Et pour finir, l’épisode de la guérison de Jéricho, comme en Marc et Luc, sauf que chez Matthieu il y a deux aveugles, alors que les deux autres évangélistes nous parlaient d’un seul aveugle, dont Marc citait même le nom : Bartimée, fils de Timée. Mais pour le reste, c’est encore à peu près la même histoire. « ‘Seigneur, aie pitié de nous, fils de David !’… ‘Que voulez-vous que je fasse pour vous ?’ » Bartimée avait dit à Jésus : « Rabbouni, que je voie ! » En Matthieu, les deux aveugles demandent : « Seigneur, que nos yeux s’ouvrent. » Et Matthieu ajoute ici que Jésus a été alors « saisi de pitié ». Et la conclusion est identique : « Jésus leur toucha les yeux ; aussitôt ils se mirent à voir, et ils le suivirent. »

Désormais les déplacements de Jésus sont presque terminés. Jéricho est déjà tout près de Jérusalem.
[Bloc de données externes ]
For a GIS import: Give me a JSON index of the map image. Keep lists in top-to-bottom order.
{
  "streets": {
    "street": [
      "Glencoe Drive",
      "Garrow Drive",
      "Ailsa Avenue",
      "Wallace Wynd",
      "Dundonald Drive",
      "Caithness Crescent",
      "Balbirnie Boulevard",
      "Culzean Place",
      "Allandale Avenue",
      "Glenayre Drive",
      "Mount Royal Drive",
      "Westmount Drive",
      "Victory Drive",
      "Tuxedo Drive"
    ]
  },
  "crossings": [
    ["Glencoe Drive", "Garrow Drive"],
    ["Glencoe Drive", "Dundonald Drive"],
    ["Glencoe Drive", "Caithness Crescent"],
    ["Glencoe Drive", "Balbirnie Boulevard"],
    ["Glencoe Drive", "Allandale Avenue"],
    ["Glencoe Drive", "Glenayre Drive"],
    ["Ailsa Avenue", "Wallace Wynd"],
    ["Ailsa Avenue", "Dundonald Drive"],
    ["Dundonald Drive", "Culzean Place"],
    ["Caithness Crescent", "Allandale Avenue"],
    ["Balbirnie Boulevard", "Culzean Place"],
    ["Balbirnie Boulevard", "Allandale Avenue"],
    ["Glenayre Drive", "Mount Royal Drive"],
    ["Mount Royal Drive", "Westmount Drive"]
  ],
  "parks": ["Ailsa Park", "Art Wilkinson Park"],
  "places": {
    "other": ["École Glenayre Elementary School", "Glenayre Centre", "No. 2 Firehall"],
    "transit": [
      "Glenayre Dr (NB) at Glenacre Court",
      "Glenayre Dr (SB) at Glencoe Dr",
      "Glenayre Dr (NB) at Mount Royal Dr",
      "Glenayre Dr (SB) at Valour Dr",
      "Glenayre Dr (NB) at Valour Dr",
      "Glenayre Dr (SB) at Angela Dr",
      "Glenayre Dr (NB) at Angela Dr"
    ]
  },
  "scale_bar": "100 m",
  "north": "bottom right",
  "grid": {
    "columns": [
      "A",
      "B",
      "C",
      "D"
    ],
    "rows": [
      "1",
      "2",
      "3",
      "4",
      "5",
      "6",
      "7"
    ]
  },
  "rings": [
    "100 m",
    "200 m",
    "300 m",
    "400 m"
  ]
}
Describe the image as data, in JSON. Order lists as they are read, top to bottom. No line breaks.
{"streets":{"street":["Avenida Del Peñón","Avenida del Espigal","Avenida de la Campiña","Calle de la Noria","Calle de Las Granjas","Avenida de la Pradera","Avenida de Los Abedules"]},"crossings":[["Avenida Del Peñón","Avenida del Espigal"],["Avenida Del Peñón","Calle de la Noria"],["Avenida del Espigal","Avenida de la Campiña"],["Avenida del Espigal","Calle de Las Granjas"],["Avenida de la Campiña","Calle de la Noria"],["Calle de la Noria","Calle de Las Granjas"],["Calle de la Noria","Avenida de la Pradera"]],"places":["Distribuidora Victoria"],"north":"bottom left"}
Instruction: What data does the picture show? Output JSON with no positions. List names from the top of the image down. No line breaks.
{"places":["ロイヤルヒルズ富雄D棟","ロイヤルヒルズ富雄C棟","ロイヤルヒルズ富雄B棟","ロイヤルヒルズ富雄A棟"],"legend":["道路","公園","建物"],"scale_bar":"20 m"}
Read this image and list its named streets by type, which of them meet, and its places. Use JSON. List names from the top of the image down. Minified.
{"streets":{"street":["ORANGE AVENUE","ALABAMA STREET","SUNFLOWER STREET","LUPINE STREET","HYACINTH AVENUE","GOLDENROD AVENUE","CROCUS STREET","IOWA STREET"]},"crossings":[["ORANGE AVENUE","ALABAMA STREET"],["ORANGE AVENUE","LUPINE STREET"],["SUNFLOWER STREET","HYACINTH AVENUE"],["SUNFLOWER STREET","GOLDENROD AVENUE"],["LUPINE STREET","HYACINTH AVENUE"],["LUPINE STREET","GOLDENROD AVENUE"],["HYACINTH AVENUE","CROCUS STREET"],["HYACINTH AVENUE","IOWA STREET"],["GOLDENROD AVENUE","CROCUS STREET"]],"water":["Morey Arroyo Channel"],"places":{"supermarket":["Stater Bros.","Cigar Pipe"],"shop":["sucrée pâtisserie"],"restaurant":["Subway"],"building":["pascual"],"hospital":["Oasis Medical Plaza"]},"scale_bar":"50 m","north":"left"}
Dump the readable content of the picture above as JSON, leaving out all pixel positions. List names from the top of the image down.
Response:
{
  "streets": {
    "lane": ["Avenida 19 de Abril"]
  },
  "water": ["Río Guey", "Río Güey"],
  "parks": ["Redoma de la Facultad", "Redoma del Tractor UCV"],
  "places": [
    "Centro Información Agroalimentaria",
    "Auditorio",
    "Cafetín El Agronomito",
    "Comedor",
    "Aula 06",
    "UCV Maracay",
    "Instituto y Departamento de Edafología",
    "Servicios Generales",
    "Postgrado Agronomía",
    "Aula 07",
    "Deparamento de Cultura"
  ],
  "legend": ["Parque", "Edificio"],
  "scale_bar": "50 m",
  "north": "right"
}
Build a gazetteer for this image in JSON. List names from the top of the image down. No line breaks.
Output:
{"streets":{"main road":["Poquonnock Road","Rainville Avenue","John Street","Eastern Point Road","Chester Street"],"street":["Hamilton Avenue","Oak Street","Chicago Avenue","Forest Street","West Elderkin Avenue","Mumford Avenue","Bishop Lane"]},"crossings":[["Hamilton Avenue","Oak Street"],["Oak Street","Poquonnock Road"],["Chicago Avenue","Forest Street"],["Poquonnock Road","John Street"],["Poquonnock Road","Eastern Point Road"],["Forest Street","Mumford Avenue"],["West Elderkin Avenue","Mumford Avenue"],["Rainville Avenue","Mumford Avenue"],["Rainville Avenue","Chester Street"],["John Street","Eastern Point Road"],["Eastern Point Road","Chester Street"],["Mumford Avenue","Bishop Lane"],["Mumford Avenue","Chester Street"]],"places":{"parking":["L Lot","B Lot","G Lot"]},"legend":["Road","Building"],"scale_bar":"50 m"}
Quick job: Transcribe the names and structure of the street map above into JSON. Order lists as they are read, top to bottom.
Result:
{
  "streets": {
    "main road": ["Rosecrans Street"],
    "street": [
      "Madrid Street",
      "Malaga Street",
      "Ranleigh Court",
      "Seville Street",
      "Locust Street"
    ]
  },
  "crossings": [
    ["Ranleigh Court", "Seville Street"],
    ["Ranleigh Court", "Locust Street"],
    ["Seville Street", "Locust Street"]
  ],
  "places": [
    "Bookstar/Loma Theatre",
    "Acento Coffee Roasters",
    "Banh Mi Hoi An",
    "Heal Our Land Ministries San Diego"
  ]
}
La Galilée est loin. Cette vie merveilleuse de la petite communauté de Jésus avec les disciples va bientôt prendre fin. Jésus va encore donner toute son énergie pour son ultime séjour à Jérusalem, avant que son heure arrive. On sent que les apôtres sont bien loin d’être préparés pour ce qui va être le plus grand évènement de l’histoire de l’humanité. Mais la Parole de Dieu n’est pas pour un temps plus que pour un autre. La Parole du Verbe incarné est éternelle. Jésus sait bien que son enseignement, même s’il est si mal compris sur le moment, servira ensuite pour les siècles des siècles jusqu’à nos jours et jusqu’à la fin des temps. A nous de nous préparer à notre tour le mieux possible, en profitant de tous ces passages importants, en relisant notre vie à la lumière de cet immense dessein d’amour qui est en train de se révéler au monde pour toujours…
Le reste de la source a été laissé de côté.